Another factor to take into consideration is the professionalization of the personnel who must be prepared and trained in the management of the means of transport they are using, which are technologically highly advanced and especially the information they receive, which must be processed quickly and which is not in the least comparable to that used in the past. The Chinese shipbuilding industry is continuing its work of expanding the number of combatant ships, but at the same time, it will have to follow the training of personnel both in terms of individuals and teams.
When it comes to the development of doctrine, it is necessary to keep in mind that they must also create an organization that knows how to use the aviation and naval tools at their disposition, that is to assemble and train the staff embarked on board the flagship units, from which they coordinate the fleet movements disseminate orders to the rest of the naval group.
At present, the Western navies probably have a few more points than China, so they will have to work to bridge the gap. By gap, we are not only referring to the technological aspect but also looking towards something else, such as the know-how that must be obtained to achieve certain objectives.
China has gained a lot of ground in the naval field, in fact in recent years there have been several deployments of naval groups in the Mediterranean or in other parts of the world (such as the Gulf of Aden and the Indian Ocean), precisely to signify the will to emerge and become a greater superpower.
China is still undergoing significant improvement ranging from warfighting to Maritime Security and defense engagement aspects. Defense engagement, which is developed through naval diplomacy and capacity & confidence building, was carried out to establish relations with more distant countries in order to create logistical bases, which can be used when necessary (for instance Djibouti and the idea to develop a naval base in the Gulf of Guinea, which could also be used to project into the Atlantic).
To date, China is aware that it is not at the same level as the Americans and the Western coalition in general, and therefore also carries out A2AD (anti-access/area denial) projects precisely in order to counter the advantage currently held by the Western coalition, which is not only limited to its technological advantage.

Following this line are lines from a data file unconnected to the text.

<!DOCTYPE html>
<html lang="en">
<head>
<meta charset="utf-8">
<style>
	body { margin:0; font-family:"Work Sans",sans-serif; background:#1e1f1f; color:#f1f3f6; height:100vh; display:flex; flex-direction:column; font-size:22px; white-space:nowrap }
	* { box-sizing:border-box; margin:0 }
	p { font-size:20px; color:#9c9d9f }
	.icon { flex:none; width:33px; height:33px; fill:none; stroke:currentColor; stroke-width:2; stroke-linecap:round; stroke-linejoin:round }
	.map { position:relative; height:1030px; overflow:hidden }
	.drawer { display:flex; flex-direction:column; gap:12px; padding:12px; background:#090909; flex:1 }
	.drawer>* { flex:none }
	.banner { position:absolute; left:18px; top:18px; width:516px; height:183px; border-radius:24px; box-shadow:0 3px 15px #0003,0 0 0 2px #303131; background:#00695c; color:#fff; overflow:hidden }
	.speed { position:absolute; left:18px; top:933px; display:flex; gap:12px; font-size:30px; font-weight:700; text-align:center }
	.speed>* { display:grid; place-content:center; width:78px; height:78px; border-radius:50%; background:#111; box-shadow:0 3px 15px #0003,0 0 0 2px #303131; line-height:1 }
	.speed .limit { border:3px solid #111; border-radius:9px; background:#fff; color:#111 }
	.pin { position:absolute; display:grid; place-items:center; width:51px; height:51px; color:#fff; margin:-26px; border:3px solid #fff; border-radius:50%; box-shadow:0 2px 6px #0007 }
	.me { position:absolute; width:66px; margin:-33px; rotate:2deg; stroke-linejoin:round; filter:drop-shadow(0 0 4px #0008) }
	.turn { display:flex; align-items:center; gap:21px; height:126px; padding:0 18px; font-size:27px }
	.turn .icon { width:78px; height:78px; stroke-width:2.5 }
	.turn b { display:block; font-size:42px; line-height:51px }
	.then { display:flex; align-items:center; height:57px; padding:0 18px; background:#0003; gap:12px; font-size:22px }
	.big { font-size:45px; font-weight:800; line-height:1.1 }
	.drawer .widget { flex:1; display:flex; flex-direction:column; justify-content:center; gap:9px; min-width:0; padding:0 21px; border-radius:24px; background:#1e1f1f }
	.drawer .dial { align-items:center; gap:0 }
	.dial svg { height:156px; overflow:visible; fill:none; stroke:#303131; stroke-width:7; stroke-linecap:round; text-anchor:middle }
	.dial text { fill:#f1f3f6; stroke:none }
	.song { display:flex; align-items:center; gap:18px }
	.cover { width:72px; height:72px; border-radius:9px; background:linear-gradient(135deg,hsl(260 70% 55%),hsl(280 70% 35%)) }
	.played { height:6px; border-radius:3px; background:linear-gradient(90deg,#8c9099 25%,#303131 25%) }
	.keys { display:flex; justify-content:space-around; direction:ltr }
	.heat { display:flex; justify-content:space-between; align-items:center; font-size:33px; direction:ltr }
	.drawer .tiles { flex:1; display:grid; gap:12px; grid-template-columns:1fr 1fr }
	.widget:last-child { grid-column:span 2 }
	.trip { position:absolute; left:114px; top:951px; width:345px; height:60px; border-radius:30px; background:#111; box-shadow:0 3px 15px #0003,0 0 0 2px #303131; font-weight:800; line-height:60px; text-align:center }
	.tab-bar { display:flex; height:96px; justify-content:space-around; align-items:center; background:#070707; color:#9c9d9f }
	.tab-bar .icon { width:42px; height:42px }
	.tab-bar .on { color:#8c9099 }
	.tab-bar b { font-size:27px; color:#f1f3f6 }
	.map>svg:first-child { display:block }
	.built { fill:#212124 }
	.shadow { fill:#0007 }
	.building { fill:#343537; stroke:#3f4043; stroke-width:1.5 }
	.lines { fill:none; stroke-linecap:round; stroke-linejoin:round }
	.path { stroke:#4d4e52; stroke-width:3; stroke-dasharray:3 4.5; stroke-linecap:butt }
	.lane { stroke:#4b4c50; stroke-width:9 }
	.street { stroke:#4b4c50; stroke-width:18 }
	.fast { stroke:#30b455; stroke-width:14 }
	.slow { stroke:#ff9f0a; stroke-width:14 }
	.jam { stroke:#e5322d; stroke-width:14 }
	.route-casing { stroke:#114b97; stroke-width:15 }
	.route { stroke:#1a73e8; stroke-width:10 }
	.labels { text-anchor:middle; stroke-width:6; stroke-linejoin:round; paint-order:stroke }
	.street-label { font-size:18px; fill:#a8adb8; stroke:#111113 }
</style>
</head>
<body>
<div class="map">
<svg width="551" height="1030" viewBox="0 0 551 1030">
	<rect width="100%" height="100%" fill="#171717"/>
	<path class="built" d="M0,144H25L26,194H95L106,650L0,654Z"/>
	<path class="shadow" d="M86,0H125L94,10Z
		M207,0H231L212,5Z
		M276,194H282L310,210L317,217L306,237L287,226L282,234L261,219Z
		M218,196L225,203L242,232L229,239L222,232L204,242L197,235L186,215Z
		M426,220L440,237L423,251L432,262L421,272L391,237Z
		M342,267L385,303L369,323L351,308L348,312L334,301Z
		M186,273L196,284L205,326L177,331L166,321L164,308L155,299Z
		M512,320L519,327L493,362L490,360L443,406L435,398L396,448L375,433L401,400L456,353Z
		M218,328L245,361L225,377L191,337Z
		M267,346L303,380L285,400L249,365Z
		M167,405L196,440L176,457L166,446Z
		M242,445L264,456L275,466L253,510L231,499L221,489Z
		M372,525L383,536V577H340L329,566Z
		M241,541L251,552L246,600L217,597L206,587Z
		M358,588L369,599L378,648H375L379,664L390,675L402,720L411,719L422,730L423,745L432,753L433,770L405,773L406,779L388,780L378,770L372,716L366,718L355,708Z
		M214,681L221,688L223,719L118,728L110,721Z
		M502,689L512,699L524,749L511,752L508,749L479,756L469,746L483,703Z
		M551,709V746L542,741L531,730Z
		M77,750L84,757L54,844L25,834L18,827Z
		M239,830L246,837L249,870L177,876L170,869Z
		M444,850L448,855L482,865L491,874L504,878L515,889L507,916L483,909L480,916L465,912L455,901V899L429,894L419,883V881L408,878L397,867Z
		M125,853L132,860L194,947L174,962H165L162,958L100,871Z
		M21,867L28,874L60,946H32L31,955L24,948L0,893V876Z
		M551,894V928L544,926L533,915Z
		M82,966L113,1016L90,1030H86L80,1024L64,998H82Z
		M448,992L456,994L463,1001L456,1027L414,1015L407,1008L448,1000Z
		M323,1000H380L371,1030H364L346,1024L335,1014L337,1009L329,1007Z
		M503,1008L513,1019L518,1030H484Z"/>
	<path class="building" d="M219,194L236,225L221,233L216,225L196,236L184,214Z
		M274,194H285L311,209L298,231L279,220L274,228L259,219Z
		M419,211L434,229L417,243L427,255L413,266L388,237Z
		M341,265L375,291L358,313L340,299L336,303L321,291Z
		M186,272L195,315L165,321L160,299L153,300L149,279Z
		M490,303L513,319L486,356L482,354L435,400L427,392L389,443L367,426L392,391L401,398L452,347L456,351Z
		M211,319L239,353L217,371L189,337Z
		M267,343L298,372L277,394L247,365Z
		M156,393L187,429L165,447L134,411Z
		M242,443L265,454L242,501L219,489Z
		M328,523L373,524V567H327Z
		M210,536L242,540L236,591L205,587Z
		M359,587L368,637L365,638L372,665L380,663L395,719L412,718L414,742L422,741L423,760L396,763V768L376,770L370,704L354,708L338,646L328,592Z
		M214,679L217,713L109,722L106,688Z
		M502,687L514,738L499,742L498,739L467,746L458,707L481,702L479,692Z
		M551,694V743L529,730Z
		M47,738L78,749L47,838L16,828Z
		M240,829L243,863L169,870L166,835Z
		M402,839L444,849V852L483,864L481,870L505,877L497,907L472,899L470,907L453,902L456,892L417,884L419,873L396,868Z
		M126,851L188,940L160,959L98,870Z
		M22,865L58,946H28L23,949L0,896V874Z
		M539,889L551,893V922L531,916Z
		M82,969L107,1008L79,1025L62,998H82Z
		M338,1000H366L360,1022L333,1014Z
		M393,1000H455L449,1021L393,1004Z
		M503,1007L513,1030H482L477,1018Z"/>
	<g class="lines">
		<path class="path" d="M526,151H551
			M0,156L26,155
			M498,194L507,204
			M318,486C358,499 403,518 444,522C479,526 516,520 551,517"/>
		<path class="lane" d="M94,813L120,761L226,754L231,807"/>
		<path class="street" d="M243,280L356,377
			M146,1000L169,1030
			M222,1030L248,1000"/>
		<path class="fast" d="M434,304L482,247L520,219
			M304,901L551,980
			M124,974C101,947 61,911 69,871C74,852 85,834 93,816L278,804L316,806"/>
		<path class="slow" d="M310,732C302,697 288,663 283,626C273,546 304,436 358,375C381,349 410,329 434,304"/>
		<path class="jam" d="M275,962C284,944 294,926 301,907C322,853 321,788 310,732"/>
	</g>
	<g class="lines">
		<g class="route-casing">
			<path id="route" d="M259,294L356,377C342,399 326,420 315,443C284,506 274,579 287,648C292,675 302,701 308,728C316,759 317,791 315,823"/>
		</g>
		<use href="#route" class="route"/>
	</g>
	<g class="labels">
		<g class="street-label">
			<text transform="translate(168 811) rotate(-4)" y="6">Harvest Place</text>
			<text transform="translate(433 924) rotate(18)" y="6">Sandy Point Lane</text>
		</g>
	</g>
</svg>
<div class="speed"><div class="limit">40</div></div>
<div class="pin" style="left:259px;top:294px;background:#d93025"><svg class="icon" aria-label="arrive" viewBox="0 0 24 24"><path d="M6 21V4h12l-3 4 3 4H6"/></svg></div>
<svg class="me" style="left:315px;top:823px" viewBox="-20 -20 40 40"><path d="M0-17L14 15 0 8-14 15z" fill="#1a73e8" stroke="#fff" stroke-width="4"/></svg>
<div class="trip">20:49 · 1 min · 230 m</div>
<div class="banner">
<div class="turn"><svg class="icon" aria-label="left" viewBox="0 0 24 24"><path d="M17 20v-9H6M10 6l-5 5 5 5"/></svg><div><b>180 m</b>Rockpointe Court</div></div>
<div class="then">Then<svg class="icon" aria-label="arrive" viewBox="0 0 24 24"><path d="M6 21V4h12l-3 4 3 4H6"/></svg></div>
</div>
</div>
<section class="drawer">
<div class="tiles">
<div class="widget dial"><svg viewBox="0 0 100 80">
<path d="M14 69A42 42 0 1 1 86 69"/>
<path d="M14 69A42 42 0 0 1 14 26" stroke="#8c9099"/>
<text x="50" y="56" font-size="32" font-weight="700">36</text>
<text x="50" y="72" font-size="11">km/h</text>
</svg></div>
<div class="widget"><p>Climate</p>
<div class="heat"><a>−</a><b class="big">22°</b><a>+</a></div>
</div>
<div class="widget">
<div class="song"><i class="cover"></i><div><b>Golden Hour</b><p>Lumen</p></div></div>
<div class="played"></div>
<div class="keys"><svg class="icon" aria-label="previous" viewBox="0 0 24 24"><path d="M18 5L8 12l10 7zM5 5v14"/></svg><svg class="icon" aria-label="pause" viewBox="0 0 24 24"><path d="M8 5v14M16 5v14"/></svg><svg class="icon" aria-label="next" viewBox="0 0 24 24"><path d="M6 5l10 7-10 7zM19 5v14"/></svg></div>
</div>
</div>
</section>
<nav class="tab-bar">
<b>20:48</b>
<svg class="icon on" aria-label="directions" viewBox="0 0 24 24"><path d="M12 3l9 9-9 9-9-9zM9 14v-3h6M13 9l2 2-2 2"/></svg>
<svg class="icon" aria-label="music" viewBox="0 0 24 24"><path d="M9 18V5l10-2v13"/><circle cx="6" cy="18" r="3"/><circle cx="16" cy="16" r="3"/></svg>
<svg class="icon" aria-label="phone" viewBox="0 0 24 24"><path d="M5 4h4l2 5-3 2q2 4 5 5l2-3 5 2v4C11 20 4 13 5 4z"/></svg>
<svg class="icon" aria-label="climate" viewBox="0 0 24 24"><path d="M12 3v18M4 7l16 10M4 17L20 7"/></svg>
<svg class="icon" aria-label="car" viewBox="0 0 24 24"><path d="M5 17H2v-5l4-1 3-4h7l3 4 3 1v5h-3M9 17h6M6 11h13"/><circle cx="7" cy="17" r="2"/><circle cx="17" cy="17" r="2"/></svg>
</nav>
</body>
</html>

In conclusion, China has fully come to understand how naval capability should be considered an effective weapon at its disposal both in the diplomatic field and for more incisive actions, which can range from simple deterrence to actual coercive actions. In order to carry out this project, it will need to develop its own doctrines and procedures that are in common with its allies, in order not to find itself alone when opposing the countries of the West.